- Brief -
Please restate the data word for word, leaving out no line.

- Extracted information -
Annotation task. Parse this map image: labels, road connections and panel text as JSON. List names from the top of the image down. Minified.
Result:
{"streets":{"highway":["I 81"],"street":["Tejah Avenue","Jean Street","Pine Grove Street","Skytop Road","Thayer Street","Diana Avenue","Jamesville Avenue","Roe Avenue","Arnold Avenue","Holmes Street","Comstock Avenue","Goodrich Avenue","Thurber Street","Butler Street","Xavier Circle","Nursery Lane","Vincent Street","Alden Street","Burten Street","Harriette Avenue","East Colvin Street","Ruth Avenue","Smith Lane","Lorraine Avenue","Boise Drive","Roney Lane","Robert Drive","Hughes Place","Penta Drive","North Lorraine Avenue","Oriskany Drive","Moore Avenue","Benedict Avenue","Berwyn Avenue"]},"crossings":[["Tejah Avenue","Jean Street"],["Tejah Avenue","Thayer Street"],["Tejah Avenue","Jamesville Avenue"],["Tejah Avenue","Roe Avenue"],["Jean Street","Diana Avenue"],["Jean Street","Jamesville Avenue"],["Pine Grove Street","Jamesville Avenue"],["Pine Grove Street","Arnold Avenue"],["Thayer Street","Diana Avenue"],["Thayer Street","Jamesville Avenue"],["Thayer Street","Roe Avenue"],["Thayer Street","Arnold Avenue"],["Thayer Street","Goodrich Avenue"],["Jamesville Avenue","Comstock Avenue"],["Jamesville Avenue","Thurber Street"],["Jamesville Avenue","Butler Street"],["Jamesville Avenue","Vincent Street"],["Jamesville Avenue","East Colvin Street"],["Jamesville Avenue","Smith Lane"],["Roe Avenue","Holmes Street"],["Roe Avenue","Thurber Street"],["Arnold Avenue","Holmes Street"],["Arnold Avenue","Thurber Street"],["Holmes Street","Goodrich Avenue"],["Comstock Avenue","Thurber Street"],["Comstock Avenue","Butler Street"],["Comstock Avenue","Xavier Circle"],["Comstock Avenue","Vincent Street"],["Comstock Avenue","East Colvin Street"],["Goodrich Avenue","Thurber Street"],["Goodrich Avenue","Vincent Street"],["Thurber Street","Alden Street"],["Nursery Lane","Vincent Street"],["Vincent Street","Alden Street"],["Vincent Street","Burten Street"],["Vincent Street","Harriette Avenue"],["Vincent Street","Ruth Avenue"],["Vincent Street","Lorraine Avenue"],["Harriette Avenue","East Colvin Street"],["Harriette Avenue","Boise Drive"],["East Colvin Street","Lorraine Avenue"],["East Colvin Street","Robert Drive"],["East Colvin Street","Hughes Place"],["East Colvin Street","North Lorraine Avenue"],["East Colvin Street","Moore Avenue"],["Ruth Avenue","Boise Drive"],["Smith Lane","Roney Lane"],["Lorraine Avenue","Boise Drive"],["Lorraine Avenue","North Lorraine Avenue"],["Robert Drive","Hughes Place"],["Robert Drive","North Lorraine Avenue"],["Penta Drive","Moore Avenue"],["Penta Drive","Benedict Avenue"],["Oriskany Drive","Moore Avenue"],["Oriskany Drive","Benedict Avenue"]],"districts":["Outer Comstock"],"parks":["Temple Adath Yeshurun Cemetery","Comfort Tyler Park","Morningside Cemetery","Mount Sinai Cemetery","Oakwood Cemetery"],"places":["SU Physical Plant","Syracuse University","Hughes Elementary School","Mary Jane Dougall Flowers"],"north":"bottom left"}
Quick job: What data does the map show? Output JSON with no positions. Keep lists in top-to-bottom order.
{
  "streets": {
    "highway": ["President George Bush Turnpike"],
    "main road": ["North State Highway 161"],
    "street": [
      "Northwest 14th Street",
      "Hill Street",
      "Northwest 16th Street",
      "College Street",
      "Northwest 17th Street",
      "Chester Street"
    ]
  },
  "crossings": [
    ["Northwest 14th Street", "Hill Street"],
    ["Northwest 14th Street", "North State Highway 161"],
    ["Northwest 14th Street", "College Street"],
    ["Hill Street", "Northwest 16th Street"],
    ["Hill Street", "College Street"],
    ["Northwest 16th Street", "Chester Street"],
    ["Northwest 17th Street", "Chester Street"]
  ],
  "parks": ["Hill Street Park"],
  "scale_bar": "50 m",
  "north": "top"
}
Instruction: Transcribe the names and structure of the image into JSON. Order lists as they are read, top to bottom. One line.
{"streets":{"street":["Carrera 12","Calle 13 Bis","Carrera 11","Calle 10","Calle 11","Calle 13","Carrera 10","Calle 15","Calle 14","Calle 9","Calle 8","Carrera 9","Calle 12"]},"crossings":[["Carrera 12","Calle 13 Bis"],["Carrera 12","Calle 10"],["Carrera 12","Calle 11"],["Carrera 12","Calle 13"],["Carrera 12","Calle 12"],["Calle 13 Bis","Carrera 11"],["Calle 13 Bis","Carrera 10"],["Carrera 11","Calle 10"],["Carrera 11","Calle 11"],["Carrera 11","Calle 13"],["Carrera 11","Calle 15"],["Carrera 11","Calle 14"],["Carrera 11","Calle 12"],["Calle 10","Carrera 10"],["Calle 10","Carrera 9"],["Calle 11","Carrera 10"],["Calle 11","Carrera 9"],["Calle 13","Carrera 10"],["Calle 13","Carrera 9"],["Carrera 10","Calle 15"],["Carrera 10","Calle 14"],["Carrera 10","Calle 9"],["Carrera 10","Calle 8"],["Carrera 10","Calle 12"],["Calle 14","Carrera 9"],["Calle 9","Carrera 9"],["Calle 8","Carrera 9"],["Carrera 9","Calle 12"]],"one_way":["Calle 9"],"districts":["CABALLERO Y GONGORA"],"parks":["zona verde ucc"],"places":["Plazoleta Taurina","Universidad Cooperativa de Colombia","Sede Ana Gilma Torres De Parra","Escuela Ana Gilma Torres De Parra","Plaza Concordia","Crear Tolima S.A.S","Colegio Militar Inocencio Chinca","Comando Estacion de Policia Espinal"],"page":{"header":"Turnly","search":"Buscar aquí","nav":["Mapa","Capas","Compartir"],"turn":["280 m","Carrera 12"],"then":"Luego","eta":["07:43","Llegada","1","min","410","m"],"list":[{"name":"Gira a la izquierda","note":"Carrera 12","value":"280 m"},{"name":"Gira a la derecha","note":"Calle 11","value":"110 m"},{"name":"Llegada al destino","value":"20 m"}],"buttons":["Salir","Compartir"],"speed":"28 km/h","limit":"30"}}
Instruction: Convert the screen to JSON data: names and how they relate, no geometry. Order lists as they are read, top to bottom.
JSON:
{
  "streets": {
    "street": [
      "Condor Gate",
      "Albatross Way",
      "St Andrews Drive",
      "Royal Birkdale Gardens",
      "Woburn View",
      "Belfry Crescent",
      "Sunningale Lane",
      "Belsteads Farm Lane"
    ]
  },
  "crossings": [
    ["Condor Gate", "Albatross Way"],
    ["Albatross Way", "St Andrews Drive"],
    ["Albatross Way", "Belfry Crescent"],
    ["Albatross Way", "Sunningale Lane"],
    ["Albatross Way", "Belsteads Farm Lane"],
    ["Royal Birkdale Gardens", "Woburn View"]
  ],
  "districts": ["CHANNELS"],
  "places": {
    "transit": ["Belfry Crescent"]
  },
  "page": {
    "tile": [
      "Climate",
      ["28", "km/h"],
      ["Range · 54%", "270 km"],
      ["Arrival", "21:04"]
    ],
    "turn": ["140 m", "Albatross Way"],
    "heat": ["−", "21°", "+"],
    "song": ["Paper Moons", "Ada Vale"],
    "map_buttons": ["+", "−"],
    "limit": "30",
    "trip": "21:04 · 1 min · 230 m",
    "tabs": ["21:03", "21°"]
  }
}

- Response -
Annotation task. Parse this map image: labels, road connections and panel text as JSON. List names from the top of the image down. Minified.
Result:
{"streets":{"highway":["I 81"],"street":["Tejah Avenue","Jean Street","Pine Grove Street","Skytop Road","Thayer Street","Diana Avenue","Jamesville Avenue","Roe Avenue","Arnold Avenue","Holmes Street","Comstock Avenue","Goodrich Avenue","Thurber Street","Butler Street","Xavier Circle","Nursery Lane","Vincent Street","Alden Street","Burten Street","Harriette Avenue","East Colvin Street","Ruth Avenue","Smith Lane","Lorraine Avenue","Boise Drive","Roney Lane","Robert Drive","Hughes Place","Penta Drive","North Lorraine Avenue","Oriskany Drive","Moore Avenue","Benedict Avenue","Berwyn Avenue"]},"crossings":[["Tejah Avenue","Jean Street"],["Tejah Avenue","Thayer Street"],["Tejah Avenue","Jamesville Avenue"],["Tejah Avenue","Roe Avenue"],["Jean Street","Diana Avenue"],["Jean Street","Jamesville Avenue"],["Pine Grove Street","Jamesville Avenue"],["Pine Grove Street","Arnold Avenue"],["Thayer Street","Diana Avenue"],["Thayer Street","Jamesville Avenue"],["Thayer Street","Roe Avenue"],["Thayer Street","Arnold Avenue"],["Thayer Street","Goodrich Avenue"],["Jamesville Avenue","Comstock Avenue"],["Jamesville Avenue","Thurber Street"],["Jamesville Avenue","Butler Street"],["Jamesville Avenue","Vincent Street"],["Jamesville Avenue","East Colvin Street"],["Jamesville Avenue","Smith Lane"],["Roe Avenue","Holmes Street"],["Roe Avenue","Thurber Street"],["Arnold Avenue","Holmes Street"],["Arnold Avenue","Thurber Street"],["Holmes Street","Goodrich Avenue"],["Comstock Avenue","Thurber Street"],["Comstock Avenue","Butler Street"],["Comstock Avenue","Xavier Circle"],["Comstock Avenue","Vincent Street"],["Comstock Avenue","East Colvin Street"],["Goodrich Avenue","Thurber Street"],["Goodrich Avenue","Vincent Street"],["Thurber Street","Alden Street"],["Nursery Lane","Vincent Street"],["Vincent Street","Alden Street"],["Vincent Street","Burten Street"],["Vincent Street","Harriette Avenue"],["Vincent Street","Ruth Avenue"],["Vincent Street","Lorraine Avenue"],["Harriette Avenue","East Colvin Street"],["Harriette Avenue","Boise Drive"],["East Colvin Street","Lorraine Avenue"],["East Colvin Street","Robert Drive"],["East Colvin Street","Hughes Place"],["East Colvin Street","North Lorraine Avenue"],["East Colvin Street","Moore Avenue"],["Ruth Avenue","Boise Drive"],["Smith Lane","Roney Lane"],["Lorraine Avenue","Boise Drive"],["Lorraine Avenue","North Lorraine Avenue"],["Robert Drive","Hughes Place"],["Robert Drive","North Lorraine Avenue"],["Penta Drive","Moore Avenue"],["Penta Drive","Benedict Avenue"],["Oriskany Drive","Moore Avenue"],["Oriskany Drive","Benedict Avenue"]],"districts":["Outer Comstock"],"parks":["Temple Adath Yeshurun Cemetery","Comfort Tyler Park","Morningside Cemetery","Mount Sinai Cemetery","Oakwood Cemetery"],"places":["SU Physical Plant","Syracuse University","Hughes Elementary School","Mary Jane Dougall Flowers"],"north":"bottom left"}
Quick job: What data does the map show? Output JSON with no positions. Keep lists in top-to-bottom order.
{
  "streets": {
    "highway": ["President George Bush Turnpike"],
    "main road": ["North State Highway 161"],
    "street": [
      "Northwest 14th Street",
      "Hill Street",
      "Northwest 16th Street",
      "College Street",
      "Northwest 17th Street",
      "Chester Street"
    ]
  },
  "crossings": [
    ["Northwest 14th Street", "Hill Street"],
    ["Northwest 14th Street", "North State Highway 161"],
    ["Northwest 14th Street", "College Street"],
    ["Hill Street", "Northwest 16th Street"],
    ["Hill Street", "College Street"],
    ["Northwest 16th Street", "Chester Street"],
    ["Northwest 17th Street", "Chester Street"]
  ],
  "parks": ["Hill Street Park"],
  "scale_bar": "50 m",
  "north": "top"
}
Instruction: Transcribe the names and structure of the image into JSON. Order lists as they are read, top to bottom. One line.
{"streets":{"street":["Carrera 12","Calle 13 Bis","Carrera 11","Calle 10","Calle 11","Calle 13","Carrera 10","Calle 15","Calle 14","Calle 9","Calle 8","Carrera 9","Calle 12"]},"crossings":[["Carrera 12","Calle 13 Bis"],["Carrera 12","Calle 10"],["Carrera 12","Calle 11"],["Carrera 12","Calle 13"],["Carrera 12","Calle 12"],["Calle 13 Bis","Carrera 11"],["Calle 13 Bis","Carrera 10"],["Carrera 11","Calle 10"],["Carrera 11","Calle 11"],["Carrera 11","Calle 13"],["Carrera 11","Calle 15"],["Carrera 11","Calle 14"],["Carrera 11","Calle 12"],["Calle 10","Carrera 10"],["Calle 10","Carrera 9"],["Calle 11","Carrera 10"],["Calle 11","Carrera 9"],["Calle 13","Carrera 10"],["Calle 13","Carrera 9"],["Carrera 10","Calle 15"],["Carrera 10","Calle 14"],["Carrera 10","Calle 9"],["Carrera 10","Calle 8"],["Carrera 10","Calle 12"],["Calle 14","Carrera 9"],["Calle 9","Carrera 9"],["Calle 8","Carrera 9"],["Carrera 9","Calle 12"]],"one_way":["Calle 9"],"districts":["CABALLERO Y GONGORA"],"parks":["zona verde ucc"],"places":["Plazoleta Taurina","Universidad Cooperativa de Colombia","Sede Ana Gilma Torres De Parra","Escuela Ana Gilma Torres De Parra","Plaza Concordia","Crear Tolima S.A.S","Colegio Militar Inocencio Chinca","Comando Estacion de Policia Espinal"],"page":{"header":"Turnly","search":"Buscar aquí","nav":["Mapa","Capas","Compartir"],"turn":["280 m","Carrera 12"],"then":"Luego","eta":["07:43","Llegada","1","min","410","m"],"list":[{"name":"Gira a la izquierda","note":"Carrera 12","value":"280 m"},{"name":"Gira a la derecha","note":"Calle 11","value":"110 m"},{"name":"Llegada al destino","value":"20 m"}],"buttons":["Salir","Compartir"],"speed":"28 km/h","limit":"30"}}
Instruction: Convert the screen to JSON data: names and how they relate, no geometry. Order lists as they are read, top to bottom.
JSON:
{
  "streets": {
    "street": [
      "Condor Gate",
      "Albatross Way",
      "St Andrews Drive",
      "Royal Birkdale Gardens",
      "Woburn View",
      "Belfry Crescent",
      "Sunningale Lane",
      "Belsteads Farm Lane"
    ]
  },
  "crossings": [
    ["Condor Gate", "Albatross Way"],
    ["Albatross Way", "St Andrews Drive"],
    ["Albatross Way", "Belfry Crescent"],
    ["Albatross Way", "Sunningale Lane"],
    ["Albatross Way", "Belsteads Farm Lane"],
    ["Royal Birkdale Gardens", "Woburn View"]
  ],
  "districts": ["CHANNELS"],
  "places": {
    "transit": ["Belfry Crescent"]
  },
  "page": {
    "tile": [
      "Climate",
      ["28", "km/h"],
      ["Range · 54%", "270 km"],
      ["Arrival", "21:04"]
    ],
    "turn": ["140 m", "Albatross Way"],
    "heat": ["−", "21°", "+"],
    "song": ["Paper Moons", "Ada Vale"],
    "map_buttons": ["+", "−"],
    "limit": "30",
    "trip": "21:04 · 1 min · 230 m",
    "tabs": ["21:03", "21°"]
  }
}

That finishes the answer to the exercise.